Metadata and Vocabularies

Metadata and Vocabularies2021-10-22T14:55:59+01:00

Project Description

The potential to create a unified body of scholarly materials relies on interoperability – specifically, that repositories follow consistent guidelines, protocols, and standards that allow them to communicate with each other and with other systems in order to transfer information, metadata, and digital objects. COAR is working with the repository community to improve the quality and comprehensiveness of metadata in repositories.

Metadata

Below are the metadata requirements for a number of use stories developed by the COAR Metadata Working Group. In addition, the Working Group will be developing and publishing a number of strategies – such as shared curation models and automated metadata enhancement – that can be used to help repositories improve their metadata quality and comprehensiveness


User stories and related metadata requirements

User Story: “As a researcher, I want my publications and other research outputs to be available to users via Google and Google Scholar.

Metadata Requirements

  • Title
  • Author name / ID
  • Publication date
  • Permanent URL (e.g.
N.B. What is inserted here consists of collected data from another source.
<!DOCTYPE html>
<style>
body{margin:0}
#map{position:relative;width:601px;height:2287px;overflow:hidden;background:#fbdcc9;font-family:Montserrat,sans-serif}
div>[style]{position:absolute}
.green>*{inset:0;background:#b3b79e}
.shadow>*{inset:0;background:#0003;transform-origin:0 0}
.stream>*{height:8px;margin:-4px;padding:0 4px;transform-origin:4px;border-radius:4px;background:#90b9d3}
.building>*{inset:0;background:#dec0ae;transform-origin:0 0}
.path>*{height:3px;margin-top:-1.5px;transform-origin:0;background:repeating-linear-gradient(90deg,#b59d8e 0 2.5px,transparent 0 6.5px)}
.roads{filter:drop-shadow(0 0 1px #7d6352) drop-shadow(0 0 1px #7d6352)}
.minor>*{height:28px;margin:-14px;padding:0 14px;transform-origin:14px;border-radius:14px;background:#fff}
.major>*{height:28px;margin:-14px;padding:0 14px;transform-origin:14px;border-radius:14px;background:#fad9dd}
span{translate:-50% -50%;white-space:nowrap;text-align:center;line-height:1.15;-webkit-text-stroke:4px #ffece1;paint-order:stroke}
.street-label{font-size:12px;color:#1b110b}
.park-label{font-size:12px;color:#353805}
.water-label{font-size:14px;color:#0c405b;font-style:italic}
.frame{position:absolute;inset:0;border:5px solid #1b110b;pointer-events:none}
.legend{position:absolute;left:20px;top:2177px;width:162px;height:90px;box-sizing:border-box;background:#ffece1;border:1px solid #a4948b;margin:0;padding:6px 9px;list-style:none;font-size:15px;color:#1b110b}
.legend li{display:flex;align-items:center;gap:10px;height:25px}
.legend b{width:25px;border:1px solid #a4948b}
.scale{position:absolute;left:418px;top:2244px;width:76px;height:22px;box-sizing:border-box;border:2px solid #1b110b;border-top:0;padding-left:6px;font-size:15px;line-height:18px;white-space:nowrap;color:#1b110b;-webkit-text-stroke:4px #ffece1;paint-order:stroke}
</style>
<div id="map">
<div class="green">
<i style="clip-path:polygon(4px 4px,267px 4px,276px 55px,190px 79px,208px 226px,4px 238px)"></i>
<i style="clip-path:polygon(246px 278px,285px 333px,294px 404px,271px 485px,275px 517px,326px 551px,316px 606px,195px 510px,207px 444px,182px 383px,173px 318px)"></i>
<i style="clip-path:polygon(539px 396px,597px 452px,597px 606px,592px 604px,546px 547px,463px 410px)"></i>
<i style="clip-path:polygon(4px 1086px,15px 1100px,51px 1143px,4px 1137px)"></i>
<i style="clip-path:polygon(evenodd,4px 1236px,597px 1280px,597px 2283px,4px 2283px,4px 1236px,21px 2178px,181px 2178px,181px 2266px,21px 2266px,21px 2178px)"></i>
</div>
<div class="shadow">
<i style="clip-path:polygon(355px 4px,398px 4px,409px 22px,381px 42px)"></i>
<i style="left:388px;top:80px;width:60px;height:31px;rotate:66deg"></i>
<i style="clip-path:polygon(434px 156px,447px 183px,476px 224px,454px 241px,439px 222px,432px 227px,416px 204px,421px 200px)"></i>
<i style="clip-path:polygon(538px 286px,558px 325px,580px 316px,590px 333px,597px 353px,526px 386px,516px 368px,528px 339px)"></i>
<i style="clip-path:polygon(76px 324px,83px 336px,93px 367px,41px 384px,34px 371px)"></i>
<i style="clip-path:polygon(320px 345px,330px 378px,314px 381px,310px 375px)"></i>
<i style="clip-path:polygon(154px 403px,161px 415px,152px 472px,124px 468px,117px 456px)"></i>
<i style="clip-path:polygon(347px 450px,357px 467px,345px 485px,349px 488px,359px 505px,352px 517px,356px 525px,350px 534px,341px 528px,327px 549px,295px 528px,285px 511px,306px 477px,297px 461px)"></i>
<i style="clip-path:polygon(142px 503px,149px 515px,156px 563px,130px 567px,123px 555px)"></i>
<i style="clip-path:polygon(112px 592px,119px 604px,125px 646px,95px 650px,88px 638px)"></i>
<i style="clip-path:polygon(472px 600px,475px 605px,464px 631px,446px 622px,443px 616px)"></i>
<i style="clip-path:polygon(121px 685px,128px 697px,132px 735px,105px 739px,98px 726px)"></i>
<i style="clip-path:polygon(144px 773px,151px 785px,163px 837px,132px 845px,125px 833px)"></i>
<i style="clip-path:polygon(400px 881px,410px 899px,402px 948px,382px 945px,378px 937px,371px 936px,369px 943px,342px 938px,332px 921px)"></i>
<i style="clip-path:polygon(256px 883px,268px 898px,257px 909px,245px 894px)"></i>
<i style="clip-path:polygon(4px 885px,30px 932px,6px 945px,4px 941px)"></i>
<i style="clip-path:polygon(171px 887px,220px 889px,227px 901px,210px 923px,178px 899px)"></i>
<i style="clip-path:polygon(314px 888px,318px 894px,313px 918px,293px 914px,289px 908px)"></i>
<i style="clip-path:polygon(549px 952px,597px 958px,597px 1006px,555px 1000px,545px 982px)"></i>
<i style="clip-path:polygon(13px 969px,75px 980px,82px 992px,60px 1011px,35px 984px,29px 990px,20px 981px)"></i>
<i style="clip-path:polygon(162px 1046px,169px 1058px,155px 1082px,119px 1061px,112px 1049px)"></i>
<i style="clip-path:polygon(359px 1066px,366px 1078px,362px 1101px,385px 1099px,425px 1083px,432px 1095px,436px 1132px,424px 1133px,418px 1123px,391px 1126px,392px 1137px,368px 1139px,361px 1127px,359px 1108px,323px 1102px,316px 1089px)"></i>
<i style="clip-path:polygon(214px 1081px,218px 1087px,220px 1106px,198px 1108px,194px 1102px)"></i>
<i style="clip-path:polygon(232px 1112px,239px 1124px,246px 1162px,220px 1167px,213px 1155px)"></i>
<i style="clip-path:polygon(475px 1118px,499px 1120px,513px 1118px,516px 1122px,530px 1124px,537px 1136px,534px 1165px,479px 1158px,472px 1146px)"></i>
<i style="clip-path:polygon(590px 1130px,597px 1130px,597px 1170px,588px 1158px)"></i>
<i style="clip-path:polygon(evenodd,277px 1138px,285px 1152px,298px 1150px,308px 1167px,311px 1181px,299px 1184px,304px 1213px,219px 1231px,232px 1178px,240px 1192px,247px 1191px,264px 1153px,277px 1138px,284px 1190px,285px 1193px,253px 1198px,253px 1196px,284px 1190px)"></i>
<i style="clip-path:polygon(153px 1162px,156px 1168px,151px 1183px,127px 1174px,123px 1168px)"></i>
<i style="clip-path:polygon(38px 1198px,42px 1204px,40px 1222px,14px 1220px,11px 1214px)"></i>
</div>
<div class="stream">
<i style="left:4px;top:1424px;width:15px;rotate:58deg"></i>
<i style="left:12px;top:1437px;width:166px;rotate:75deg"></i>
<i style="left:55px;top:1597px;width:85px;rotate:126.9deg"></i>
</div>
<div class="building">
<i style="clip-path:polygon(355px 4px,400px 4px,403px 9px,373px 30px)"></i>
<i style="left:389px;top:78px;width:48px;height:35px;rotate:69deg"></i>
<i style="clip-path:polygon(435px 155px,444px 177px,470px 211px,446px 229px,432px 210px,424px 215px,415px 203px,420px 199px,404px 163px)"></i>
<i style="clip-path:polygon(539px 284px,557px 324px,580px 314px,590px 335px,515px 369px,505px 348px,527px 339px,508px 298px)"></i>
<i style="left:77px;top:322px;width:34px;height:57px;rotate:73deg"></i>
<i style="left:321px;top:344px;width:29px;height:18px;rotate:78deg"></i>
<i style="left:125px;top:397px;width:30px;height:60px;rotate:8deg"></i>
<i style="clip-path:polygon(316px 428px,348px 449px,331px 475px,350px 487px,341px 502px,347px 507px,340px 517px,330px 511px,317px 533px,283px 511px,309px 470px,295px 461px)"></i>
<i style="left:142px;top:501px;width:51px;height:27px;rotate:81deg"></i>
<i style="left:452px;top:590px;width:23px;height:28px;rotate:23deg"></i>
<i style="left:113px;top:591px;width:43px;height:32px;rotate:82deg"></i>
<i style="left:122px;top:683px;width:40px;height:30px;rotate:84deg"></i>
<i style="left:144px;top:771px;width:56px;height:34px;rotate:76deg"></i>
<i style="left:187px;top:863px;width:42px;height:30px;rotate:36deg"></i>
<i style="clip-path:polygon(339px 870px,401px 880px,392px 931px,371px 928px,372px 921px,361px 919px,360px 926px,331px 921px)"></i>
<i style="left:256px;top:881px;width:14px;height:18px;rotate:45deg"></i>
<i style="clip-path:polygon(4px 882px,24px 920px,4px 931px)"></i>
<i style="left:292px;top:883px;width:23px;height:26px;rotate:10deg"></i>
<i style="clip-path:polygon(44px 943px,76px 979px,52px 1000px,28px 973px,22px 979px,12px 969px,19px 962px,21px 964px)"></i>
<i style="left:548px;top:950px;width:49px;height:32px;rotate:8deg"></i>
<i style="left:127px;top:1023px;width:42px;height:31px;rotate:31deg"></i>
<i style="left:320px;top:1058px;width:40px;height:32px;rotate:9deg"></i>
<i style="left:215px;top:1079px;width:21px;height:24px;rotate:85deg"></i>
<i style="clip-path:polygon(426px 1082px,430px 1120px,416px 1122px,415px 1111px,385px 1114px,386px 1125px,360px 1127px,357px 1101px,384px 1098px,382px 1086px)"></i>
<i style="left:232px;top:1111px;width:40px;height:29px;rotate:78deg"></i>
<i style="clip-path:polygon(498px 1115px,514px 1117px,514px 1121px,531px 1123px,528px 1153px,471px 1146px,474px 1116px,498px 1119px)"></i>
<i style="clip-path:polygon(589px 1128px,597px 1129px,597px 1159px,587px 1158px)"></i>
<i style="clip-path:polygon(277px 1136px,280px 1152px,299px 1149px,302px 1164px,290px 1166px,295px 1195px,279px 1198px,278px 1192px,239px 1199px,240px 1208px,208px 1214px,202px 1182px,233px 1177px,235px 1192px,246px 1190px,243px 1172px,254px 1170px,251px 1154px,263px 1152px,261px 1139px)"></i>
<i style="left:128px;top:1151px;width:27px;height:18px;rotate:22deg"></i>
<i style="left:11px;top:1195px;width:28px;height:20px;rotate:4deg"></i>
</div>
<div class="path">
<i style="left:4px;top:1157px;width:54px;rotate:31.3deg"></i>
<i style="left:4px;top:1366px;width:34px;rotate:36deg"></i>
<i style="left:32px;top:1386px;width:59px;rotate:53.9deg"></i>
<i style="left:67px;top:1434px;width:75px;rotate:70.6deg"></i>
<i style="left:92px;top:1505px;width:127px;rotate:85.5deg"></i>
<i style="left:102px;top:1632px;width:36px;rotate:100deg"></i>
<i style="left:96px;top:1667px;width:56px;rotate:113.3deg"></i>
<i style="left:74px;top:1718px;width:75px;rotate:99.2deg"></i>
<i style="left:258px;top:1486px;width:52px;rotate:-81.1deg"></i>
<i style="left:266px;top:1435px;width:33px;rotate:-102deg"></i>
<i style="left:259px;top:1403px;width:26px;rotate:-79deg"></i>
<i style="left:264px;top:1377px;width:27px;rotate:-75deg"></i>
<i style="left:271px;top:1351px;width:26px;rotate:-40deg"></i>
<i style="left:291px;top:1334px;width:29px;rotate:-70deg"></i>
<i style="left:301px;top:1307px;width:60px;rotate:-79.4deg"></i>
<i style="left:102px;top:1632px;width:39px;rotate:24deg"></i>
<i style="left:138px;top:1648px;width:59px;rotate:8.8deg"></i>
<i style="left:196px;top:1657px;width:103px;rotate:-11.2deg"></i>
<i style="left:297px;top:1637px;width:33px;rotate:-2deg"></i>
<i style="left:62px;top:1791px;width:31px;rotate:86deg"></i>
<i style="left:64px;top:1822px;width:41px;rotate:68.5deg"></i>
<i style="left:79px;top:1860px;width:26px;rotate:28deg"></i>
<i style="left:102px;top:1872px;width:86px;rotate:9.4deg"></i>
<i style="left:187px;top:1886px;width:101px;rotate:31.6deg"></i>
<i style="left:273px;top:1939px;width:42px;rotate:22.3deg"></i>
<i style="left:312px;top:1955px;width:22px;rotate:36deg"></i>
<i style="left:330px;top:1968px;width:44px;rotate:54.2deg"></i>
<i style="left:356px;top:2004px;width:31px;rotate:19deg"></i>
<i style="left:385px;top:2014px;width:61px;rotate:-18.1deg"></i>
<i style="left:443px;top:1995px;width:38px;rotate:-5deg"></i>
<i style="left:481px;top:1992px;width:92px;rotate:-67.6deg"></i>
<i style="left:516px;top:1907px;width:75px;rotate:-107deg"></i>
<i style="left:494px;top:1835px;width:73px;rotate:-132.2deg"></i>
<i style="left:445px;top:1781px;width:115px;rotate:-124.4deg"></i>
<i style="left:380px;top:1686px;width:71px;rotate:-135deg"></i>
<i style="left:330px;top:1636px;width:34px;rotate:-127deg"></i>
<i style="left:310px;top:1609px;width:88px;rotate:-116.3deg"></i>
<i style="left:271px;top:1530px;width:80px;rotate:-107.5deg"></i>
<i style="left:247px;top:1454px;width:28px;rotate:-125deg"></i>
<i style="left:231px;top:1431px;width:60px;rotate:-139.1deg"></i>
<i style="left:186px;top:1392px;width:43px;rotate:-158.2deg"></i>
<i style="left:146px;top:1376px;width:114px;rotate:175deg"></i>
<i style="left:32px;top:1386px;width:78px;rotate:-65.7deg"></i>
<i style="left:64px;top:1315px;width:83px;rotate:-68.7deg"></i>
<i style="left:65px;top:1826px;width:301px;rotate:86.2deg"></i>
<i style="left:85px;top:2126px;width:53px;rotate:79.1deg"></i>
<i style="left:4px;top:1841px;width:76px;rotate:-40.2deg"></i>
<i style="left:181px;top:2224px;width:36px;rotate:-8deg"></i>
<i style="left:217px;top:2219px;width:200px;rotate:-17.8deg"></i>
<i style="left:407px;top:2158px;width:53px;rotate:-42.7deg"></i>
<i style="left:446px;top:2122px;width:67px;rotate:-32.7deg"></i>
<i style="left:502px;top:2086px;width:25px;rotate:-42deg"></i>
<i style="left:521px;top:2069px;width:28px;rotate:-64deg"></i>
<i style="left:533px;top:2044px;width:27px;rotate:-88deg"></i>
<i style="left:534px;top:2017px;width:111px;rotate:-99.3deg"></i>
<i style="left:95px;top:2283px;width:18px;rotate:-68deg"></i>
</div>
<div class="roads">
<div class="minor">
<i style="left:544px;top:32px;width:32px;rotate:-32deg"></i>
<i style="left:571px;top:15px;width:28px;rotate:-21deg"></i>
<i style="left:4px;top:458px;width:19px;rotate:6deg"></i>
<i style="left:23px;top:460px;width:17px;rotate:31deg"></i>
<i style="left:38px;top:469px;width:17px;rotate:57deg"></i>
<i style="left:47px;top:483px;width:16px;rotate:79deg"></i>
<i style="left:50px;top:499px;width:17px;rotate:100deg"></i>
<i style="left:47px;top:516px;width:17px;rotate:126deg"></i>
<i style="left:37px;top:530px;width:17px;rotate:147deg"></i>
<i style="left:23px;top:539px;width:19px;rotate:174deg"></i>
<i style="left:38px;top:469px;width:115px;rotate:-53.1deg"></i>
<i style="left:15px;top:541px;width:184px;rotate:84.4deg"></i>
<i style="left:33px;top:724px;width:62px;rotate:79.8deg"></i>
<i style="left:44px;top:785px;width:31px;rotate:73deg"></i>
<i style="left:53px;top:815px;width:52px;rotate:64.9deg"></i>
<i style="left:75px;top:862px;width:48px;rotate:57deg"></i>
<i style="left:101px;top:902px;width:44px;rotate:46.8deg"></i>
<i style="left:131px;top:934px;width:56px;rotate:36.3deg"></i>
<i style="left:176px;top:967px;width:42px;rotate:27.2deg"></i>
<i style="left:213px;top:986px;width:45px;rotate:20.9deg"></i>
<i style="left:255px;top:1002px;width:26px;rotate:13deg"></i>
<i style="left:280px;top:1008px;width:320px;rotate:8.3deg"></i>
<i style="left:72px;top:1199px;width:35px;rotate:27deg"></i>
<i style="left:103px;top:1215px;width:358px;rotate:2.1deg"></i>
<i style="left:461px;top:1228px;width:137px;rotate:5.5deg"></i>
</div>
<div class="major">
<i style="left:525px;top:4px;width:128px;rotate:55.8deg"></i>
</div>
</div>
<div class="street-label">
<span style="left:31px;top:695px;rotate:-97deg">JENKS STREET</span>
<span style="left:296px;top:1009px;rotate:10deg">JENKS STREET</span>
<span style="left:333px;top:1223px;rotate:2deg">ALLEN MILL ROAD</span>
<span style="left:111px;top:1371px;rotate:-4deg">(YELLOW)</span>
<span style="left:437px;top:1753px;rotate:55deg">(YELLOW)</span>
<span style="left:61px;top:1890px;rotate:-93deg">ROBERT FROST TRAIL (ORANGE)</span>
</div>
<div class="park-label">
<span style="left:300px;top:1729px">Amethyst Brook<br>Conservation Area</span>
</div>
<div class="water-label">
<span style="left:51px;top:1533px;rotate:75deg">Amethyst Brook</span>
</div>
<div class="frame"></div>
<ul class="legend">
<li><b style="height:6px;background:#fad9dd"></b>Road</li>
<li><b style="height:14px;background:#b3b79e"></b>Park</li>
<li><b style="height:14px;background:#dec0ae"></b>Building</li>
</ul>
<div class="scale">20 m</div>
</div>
DOI or Handle)
  • Abstract
  • Domain subject headings or key words

User Story: “As a teacher, I want to be able to find permissions, or licensing information about an article so I can determine if I can reuse it for my course.”

Metadata Requirements

User Story: “As a researcher, I want to be able to reuse a data set found in a repository.”

Metadata Requirements

  • format
  • link to article
  • link to related protocol / software from research study
  • reuse license
  • domain metadata requirements

User Story: “As a research funder, I want to monitor compliance with our open access policy.”

Metadata Requirements

  • Author name / ID
  • Publication Date
  • Funder name / ID
  • Open access status
  • Article version
  • Journal name and publisher name
  • DOI

User Story: “As a research institution, I want to document and track the publications of our affiliated researchers.”

Metadata Requirements

  • Author name / ID
  • Institution name / ID

User Story: “As a repository manager, I want to ensure my repository content is included in national research assessment activities.”

Metadata Requirements

  • Title
  • Author name / ID
  • Date
  • Institution name / ID
  • Funder name / ID
  • DOI

User Story: “As a researcher, I want the metadata for my article to be visible and findable in other indexing services.”

Metadata Requirements

  • OAI-PMH
  • PIDs: ORCID, DOIs, etc.
  • Standard vocabularies (e.g COAR)
  • Mapping to meta-schemas (e.g. schema.org)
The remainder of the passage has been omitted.